"Bright star, would I were steadfast as thou art." That's the first line of a sonnet that John Keats did or did not write for Fanny Brawne, who was in either case the love of his brief life. Keats described her as "monstrous in her behavior flying out in all directions, calling people such names — that I was forced lately to make use of the term Minx — this I think not from any innate vice but from a penchant she has for acting stylishly." Was this the proper helpmate of the most famous Romantic poet of all? Critics have debated that point for the past century and a half. In Bright Star, Australian director Jane Campion weighs in with an unequivocal yes.

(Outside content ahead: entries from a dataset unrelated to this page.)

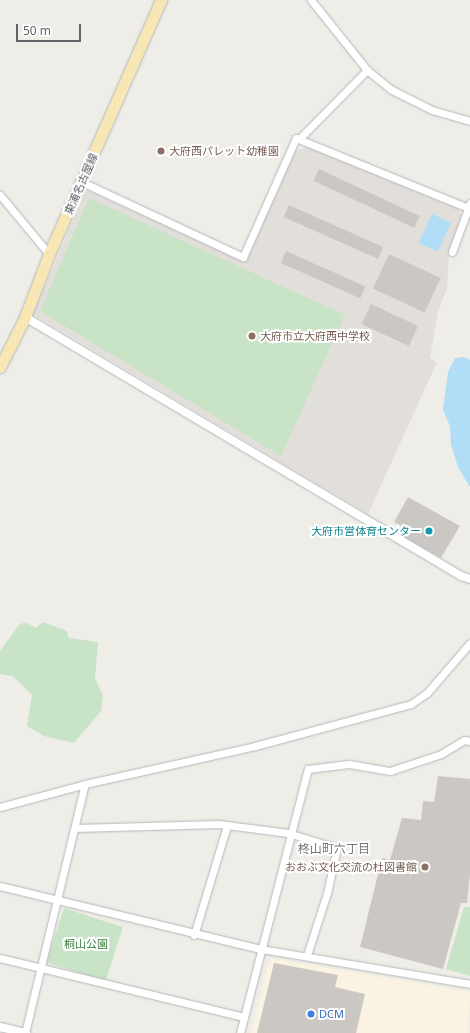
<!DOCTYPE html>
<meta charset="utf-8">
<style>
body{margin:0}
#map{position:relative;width:470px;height:1033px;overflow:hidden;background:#efede7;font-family:"Noto Sans","Noto Sans JP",sans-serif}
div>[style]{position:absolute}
.commercial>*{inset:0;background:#faf3e1}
.education>*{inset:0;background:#e2ded9}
.green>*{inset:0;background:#c9e3c7;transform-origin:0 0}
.water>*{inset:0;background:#b1ddf6;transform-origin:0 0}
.building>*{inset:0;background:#cbc8c4;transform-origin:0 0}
.roads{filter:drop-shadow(0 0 1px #b4b7ba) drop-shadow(0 0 1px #b4b7ba)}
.minor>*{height:7px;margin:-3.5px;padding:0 3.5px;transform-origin:3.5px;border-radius:3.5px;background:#fff}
.tertiary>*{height:8px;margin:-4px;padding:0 4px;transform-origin:4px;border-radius:4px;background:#fff}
.primary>*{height:11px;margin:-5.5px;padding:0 5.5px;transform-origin:5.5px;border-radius:5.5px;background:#f6e7b5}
.dots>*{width:11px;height:11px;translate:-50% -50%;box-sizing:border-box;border:2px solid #fff;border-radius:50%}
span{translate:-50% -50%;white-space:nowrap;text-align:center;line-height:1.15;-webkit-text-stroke:4px #fff;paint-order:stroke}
.education-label{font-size:11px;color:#785e54}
.left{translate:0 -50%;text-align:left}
.right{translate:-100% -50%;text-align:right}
.street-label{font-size:11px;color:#5f6266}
.culture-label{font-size:11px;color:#0d838f}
.park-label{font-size:11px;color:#428340}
.shop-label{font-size:11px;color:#366cbe}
.neighbourhood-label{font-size:12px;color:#707478}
.scale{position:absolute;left:16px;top:24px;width:65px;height:18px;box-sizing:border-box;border:2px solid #5f6266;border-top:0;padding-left:5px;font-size:12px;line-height:14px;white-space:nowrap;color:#5f6266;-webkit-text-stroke:3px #fff;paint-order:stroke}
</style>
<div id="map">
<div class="commercial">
<div style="clip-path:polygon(270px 958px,470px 992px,468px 1033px,251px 1033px)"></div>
</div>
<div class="education">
<div style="clip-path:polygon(308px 147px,458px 209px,462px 216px,449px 251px,447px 288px,438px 311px,430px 358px,437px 362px,368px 514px,33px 314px,85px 192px,89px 191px,245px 262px,295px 151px)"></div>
</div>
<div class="green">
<div style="clip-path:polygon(89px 198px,345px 315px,281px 456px,40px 311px)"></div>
<div style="clip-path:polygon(25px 622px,36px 628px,43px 622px,67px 631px,69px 638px,98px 642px,95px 678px,103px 696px,101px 711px,74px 743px,44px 736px,27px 726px,32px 695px,13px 676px,0 674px,0 651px,19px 625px)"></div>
<div style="clip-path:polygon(464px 907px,470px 907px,470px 976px,446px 969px)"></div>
<div style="left:64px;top:908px;width:62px;height:57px;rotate:18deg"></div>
</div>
<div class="water">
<div style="left:432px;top:214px;width:21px;height:32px;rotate:25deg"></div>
<div style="clip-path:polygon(464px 357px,470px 360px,470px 487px,458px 467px,451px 445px,450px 426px,443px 410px,448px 372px,455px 358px)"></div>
</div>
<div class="building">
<div style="left:319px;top:169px;width:111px;height:13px;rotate:25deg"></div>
<div style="left:289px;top:205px;width:103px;height:13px;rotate:24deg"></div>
<div style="left:286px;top:251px;width:87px;height:13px;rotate:24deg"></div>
<div style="left:389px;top:254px;width:57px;height:38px;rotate:25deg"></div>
<div style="left:371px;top:304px;width:52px;height:22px;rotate:25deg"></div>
<div style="clip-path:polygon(408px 497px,460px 526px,441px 558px,400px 535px,404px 527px,394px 522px)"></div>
<div style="clip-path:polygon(438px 776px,470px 779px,470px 874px,467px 903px,461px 903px,443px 969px,360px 947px,382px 858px,390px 860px,402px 818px,421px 820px,423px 801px,434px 802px)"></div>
<div style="clip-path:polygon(274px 963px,338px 975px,335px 987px,365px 994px,356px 1033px,257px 1033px)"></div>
</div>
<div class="roads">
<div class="minor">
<div style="left:311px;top:0;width:90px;rotate:51.3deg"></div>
<div style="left:367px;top:70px;width:32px;rotate:39deg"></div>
<div style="left:392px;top:90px;width:45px;rotate:26.6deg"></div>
<div style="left:432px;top:110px;width:40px;rotate:16deg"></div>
<div style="left:299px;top:139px;width:97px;rotate:-45.4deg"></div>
<div style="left:82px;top:182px;width:178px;rotate:25deg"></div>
<div style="left:243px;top:257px;width:130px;rotate:-66deg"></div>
<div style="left:296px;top:138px;width:186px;rotate:22.1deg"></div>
<div style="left:0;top:195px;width:77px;rotate:50.3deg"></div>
<div style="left:452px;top:252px;width:52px;rotate:-69.8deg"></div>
<div style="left:0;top:807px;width:88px;rotate:-15.1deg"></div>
<div style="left:85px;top:784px;width:174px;rotate:-12.6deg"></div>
<div style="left:255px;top:746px;width:162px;rotate:-15.1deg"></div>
<div style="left:411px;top:704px;width:19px;rotate:-35deg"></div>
<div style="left:427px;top:693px;width:66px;rotate:-49.3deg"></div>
<div style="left:75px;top:828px;width:144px;rotate:-1.6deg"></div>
<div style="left:219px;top:824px;width:70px;rotate:7.4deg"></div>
<div style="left:288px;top:833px;width:51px;rotate:17deg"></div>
<div style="left:337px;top:848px;width:46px;rotate:102.5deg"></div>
<div style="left:327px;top:893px;width:65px;rotate:107.9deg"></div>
<div style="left:0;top:886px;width:268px;rotate:13.6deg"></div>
<div style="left:261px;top:949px;width:212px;rotate:9.5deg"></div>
<div style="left:194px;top:935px;width:114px;rotate:-73.2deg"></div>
<div style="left:0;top:958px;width:251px;rotate:13.6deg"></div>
<div style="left:25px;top:1033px;width:256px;rotate:-76.5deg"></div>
<div style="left:240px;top:1033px;width:273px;rotate:-75.6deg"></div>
<div style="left:308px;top:769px;width:41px;rotate:-7deg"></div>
<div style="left:349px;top:764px;width:42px;rotate:9.7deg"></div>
<div style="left:390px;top:771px;width:54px;rotate:-18.4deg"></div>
<div style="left:441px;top:754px;width:27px;rotate:-31deg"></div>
<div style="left:464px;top:740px;width:6px;rotate:9deg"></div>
</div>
<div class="tertiary">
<div style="left:25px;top:317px;width:507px;rotate:30.71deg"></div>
<div style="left:461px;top:576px;width:9px;rotate:18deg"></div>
<div style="left:0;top:1027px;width:27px;rotate:13deg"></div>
</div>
<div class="primary">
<div style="left:0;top:367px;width:56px;rotate:-63.4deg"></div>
<div style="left:25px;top:317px;width:67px;rotate:-69.1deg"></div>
<div style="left:49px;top:254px;width:278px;rotate:-66.2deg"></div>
</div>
</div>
<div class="dots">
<div style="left:161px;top:151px;background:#8d6e63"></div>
<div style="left:252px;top:336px;background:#8d6e63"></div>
<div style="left:429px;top:531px;background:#0f9aa8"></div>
<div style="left:425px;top:867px;background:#8d6e63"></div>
<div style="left:311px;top:1014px;background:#3f7fe0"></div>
</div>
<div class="education-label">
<span class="left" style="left:169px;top:151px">大府西パレット幼稚園</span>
<span class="left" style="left:260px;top:336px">大府市立大府西中学校</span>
<span class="right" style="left:417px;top:867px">おおぶ文化交流の杜図書館</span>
</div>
<div class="street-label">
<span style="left:81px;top:184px;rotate:-66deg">東浦名古屋線</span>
</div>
<div class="culture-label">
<span class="right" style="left:421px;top:531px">大府市営体育センター</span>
</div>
<div class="park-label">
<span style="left:86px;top:944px">桐山公園</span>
</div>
<div class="shop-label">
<span class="left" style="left:319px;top:1014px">DCM</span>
</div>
<div class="neighbourhood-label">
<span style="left:334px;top:849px">柊山町六丁目</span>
</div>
<div class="scale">50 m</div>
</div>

Her film, true to its title, is about Fanny rather than Keats.Keats and Fanny met late in 1818, when he was 23 and she 18. There was a great deal of posturing and teasing and mock-fighting between them, but it wasn't till April of 1819, when her family moved into Wentworth House (the other half of which Keats shared with his friend Charles Brown) in Hampstead, that both their love and Keats's poetry heated up. By the fall there was an understanding between them — but Keats had no income and was too poor to marry. The following February, he coughed up the notorious drop of arterial blood that signaled he had contracted tuberculosis. Within a year, he was dead, in Rome, where his friends had sent him for the warmer climate.
Bright Star opens with close-ups of Fanny sewing (she was a stylish seamstress who made her own clothes) while on the soundtrack we hear the "Hampstead Heathens" vocalizing, Swingle Singers-style, the Romance from Mozart's Gran Partita (the movement that Salieri salivates over in Amadeus). What follows is a bright (almost glossy), well-bred love story that, but for the tragic ending, could be a Jane Austen novel of female empowerment. Abbie Cornish is a knowing, Bond Girl?like Fanny whose emotional commitment is never in doubt, even when she can't bring herself to gush over her beloved's every line. Ben Whishaw, channeling his fey Sebastian Flyte from the 2007 Brideshead Revisited, loiters pale and haggard as a one-dimensional Keats untouched by philosophy or politics or his experience in the surgical practice at Guy's Hospital. Paul Schneider's very Scottish-sounding Brown is the villain who keeps them apart till Keats's TB kicks in, partly because he thinks Fanny's a flirt and an airhead and partly because he wants Keats for himself. Brown is the only member of Keats's circle who has more than a cameo, though there are affecting turns from Kerry Fox as the widowed Mrs. Brawne and Thomas Sangster and a scene-stealing Edie Martin as Fanny's younger brother and sister.
"Don't suppose," Fanny wrote to Keats's sister, who was also named Fanny (and is also absent from the film), "I ever open my lips about books to men at all clever and stupid men I treat too ill to talk to at all." In other words, she wasn't an airhead. After a scene of some discreet nuzzling and hand holding on Hampstead Heath, we see Fanny lying on her bed, her window open, the wind of poetic inspiration impregnating her. It's Campion's best inspiration, if an obvious one. But Fanny deserved more than just a generic place in the heavens as a Great Lover Thwarted by Fate. Bright Star is only second-magnitude.